Culture Notes: Barefoot Contessa
by The Kindly One


Barefoot Contessa speaks to that part of me that, in college, was enamored with all things American upper-middle class. At the time, I wanted to live expensively and well in Manhattan in what would essentially be an extended episode of the now-defunct The Isaac Mizrahi Show. Though not set in Manhattan, it is this rarefied experience of life that is explored in Barefoot Contessa, which follows Ina Garten as she pares down French cuisine and the best of American upper-middle class fare into recipes that can easily be reproduced at home. Set in the East Hamptons and Paris, this show follows the Food Network formula of luscious cinematagraphy, an easy, engaging pace, and friendly, informative host to invite viewers into the world of culinary arts. Barefoot Contessa is among my favorites of the Food Network lineup because Ina consistently features vegetarian dishes, truly pares down recipes to make them as simple and efficient as possible, and is a very warm, low-key host. She seems the type of person that, were you to attend her party, you'd leave feeling relaxed, warm, and well-fed.

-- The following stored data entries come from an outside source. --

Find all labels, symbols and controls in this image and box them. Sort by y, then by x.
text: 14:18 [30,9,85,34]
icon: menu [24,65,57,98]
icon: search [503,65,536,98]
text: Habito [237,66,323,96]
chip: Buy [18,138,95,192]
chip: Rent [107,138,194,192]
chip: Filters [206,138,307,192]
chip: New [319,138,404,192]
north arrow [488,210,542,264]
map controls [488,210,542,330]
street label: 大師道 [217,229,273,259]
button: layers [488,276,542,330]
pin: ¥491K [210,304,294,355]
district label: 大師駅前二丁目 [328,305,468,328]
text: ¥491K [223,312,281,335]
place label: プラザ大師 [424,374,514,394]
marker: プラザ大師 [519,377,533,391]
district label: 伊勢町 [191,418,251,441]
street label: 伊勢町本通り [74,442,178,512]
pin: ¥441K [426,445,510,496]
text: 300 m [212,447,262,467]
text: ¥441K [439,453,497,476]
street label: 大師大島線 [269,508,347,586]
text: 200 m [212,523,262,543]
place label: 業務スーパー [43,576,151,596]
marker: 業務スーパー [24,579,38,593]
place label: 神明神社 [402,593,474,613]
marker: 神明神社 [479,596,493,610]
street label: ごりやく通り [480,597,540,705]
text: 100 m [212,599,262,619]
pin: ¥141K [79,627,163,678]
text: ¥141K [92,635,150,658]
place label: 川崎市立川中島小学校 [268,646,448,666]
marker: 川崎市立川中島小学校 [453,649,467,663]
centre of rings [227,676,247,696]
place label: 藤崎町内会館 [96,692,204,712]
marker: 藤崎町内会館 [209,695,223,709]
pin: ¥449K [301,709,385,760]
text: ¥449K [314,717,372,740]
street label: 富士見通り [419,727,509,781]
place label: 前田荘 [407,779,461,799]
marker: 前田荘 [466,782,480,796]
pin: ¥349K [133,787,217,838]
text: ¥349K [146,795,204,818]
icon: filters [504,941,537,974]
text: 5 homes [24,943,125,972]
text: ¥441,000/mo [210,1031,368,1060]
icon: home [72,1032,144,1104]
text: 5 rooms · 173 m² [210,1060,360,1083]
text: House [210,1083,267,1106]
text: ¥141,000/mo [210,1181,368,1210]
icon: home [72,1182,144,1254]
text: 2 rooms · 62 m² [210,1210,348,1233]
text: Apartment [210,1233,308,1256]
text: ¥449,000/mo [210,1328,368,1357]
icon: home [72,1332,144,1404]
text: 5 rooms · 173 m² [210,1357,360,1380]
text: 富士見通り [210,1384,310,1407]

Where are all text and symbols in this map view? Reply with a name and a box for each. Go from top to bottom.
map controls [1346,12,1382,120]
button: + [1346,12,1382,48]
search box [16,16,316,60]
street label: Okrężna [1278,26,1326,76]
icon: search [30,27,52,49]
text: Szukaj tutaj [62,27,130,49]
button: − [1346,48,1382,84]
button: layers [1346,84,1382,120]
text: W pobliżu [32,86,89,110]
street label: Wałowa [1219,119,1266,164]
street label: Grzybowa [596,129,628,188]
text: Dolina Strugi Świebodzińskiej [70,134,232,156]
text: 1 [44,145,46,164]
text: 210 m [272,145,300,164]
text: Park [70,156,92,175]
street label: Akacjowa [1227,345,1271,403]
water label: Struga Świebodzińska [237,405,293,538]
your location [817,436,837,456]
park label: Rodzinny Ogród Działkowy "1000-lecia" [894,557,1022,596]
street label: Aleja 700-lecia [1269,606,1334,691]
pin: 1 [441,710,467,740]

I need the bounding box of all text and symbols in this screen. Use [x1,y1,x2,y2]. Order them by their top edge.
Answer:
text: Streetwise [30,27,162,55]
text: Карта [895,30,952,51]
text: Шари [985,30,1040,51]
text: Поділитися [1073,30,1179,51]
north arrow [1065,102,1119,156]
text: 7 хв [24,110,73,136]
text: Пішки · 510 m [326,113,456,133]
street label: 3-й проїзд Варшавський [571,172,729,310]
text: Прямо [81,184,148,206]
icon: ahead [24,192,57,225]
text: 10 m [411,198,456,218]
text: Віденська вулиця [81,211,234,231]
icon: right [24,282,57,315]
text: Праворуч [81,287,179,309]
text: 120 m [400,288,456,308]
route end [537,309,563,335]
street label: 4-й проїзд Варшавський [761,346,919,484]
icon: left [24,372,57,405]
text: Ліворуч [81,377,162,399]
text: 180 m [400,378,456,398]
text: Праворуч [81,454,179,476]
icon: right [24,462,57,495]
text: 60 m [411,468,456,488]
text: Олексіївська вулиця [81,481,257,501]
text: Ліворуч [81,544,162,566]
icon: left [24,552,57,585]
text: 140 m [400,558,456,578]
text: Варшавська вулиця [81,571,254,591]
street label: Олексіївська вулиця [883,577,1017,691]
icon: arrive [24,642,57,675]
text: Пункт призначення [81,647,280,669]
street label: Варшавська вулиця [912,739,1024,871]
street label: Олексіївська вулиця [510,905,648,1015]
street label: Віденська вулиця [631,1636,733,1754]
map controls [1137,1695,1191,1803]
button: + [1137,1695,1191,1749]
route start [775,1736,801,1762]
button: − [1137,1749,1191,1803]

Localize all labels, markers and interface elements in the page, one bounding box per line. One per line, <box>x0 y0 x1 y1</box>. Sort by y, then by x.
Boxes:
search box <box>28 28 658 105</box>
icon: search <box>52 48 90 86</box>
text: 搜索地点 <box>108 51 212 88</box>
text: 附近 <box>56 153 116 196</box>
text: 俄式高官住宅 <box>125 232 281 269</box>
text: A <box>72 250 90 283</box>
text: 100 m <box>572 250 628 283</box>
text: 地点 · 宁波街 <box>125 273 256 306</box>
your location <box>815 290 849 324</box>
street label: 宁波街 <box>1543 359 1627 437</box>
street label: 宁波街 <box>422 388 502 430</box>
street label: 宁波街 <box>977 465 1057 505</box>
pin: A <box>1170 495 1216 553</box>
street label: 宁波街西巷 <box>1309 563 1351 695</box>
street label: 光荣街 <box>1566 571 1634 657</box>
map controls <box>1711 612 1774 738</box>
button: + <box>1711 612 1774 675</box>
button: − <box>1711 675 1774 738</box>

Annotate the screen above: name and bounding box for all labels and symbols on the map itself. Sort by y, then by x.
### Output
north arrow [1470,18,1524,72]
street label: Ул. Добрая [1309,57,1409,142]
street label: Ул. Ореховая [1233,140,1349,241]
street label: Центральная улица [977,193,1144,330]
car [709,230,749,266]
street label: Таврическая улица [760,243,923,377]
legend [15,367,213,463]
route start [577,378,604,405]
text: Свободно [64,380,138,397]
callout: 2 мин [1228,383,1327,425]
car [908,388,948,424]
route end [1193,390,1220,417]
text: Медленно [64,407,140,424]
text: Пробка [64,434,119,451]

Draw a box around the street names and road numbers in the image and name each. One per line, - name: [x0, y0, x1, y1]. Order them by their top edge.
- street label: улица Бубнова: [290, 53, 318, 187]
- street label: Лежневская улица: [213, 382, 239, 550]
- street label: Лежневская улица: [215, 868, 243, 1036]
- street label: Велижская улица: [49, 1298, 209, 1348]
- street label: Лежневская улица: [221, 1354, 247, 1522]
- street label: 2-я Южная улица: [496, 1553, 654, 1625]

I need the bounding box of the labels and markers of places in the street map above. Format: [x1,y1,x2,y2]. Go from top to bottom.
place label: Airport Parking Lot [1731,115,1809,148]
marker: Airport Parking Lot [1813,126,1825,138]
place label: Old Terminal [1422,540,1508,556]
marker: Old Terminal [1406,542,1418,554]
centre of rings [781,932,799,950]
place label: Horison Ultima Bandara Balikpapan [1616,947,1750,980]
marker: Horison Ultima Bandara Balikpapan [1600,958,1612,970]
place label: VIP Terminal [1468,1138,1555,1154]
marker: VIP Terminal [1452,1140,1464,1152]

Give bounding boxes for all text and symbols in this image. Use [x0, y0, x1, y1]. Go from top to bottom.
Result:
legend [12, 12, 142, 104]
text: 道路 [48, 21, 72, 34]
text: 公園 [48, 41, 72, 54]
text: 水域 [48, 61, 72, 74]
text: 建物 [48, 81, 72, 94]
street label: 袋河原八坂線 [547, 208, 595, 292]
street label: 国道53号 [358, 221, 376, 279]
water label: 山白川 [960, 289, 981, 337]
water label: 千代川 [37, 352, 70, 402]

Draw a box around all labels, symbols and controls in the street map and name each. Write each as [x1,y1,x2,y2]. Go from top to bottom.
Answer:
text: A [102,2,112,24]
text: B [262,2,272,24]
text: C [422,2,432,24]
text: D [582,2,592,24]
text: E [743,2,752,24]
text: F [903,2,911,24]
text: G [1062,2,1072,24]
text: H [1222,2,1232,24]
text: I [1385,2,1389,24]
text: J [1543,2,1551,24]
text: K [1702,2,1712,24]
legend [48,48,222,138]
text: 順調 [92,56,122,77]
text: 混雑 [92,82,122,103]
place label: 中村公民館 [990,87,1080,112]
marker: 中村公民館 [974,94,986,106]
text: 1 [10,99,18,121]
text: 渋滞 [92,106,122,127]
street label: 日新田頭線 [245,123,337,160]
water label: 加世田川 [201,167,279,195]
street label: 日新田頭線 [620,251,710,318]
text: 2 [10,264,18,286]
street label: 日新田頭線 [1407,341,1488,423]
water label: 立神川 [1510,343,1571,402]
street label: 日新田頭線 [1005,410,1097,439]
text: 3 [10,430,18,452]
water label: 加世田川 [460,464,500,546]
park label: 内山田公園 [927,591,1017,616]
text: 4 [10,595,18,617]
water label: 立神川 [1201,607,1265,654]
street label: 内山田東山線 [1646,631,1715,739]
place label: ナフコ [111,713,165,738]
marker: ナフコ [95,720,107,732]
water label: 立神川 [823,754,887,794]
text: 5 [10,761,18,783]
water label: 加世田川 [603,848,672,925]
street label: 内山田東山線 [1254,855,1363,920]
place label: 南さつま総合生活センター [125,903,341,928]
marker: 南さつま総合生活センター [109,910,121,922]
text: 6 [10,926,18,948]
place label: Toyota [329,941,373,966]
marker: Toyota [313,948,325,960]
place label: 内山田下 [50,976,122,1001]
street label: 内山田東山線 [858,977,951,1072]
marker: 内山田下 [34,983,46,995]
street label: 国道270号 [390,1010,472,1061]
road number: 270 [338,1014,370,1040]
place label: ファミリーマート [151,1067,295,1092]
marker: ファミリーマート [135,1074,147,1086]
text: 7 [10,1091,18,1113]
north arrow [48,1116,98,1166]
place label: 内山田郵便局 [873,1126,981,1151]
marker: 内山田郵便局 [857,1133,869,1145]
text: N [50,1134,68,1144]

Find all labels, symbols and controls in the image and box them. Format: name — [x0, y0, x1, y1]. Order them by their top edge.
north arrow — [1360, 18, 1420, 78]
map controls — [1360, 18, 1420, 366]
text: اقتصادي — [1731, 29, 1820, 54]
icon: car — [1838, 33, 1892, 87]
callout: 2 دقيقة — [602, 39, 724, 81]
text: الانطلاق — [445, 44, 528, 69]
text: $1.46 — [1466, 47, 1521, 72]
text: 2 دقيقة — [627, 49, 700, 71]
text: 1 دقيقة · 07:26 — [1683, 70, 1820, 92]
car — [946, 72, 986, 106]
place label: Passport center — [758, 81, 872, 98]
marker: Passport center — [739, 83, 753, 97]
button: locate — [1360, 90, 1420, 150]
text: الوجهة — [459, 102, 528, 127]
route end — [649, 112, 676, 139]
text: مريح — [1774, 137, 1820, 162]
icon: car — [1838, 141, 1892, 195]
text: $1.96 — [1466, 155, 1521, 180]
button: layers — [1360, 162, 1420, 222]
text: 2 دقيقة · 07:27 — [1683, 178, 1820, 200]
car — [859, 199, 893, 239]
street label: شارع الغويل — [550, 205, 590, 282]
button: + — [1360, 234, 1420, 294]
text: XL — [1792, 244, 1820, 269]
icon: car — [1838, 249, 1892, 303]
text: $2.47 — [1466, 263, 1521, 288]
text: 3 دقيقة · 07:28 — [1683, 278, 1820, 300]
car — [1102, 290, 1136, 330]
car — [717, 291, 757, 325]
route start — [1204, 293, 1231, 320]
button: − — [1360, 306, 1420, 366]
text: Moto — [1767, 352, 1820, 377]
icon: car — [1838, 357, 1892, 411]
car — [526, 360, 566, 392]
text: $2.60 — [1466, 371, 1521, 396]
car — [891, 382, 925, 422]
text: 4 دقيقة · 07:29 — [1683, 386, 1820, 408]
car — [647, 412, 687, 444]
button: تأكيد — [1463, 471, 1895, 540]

Here's the thing about Barefoot Contessa: it can be really, really boring. The same things that make the show so comforting - Ina's laidback demeanor, the unhurried pace, the general lack of pretention - can also make it move at a glacial speed when Ina's preparing uninteresting dishes. So why keep watching? Because ultimately, the comfort the show offers doesn't come so much from the host or the food or the enjoyment of the show itself, but from it's secret subtext: money. This show is all about money, even moreso than most other Food Network offerings. Money is everywhere, from the fact that Ina owns residences in two exceedingly expensive locations to the warm, soft lighting to the expensively understated kitchen to the offerings themselves. As likeable as the show is, the best part of it is how its money smooths everything over. Ina's garden always looks immaculate, her guests have refined tastes, and everything runs smoothly and on time, therefore, no worries. It's really this idea of a world where money can buy time, peace, and a hassle-free existence that has me hooked on this show, just as when I previously wanted to live life as a guest on Isaac Mizrahi's show. Obviously, money cannot buy happiness or love, but it can make life considerably simpler. Having the money to afford the time and materials to invest in your hobbies, as well as in materials that consistently work well, must eliminate at least some of the hassles in life. Likewise, not having to worry about money and instead spending your time doing the things you want to do in life seems like a pretty fulfilling way to live. Of course, I couldn't tell you if that's how Ina Garten actually lives, and I am pretty sure Isaac Mizrahi doesn't get to enjoy that existence all the time. Still, it's nice to watch the illusion of it, and so I continue to watch Barefoot Contessa and wish I was in her kitchen, surrounded by gadgets I'd never use but still enjoy just for knowing that everything - in that kitchen, in that house, at my disposal - was there to make my life easier and more pleasureable.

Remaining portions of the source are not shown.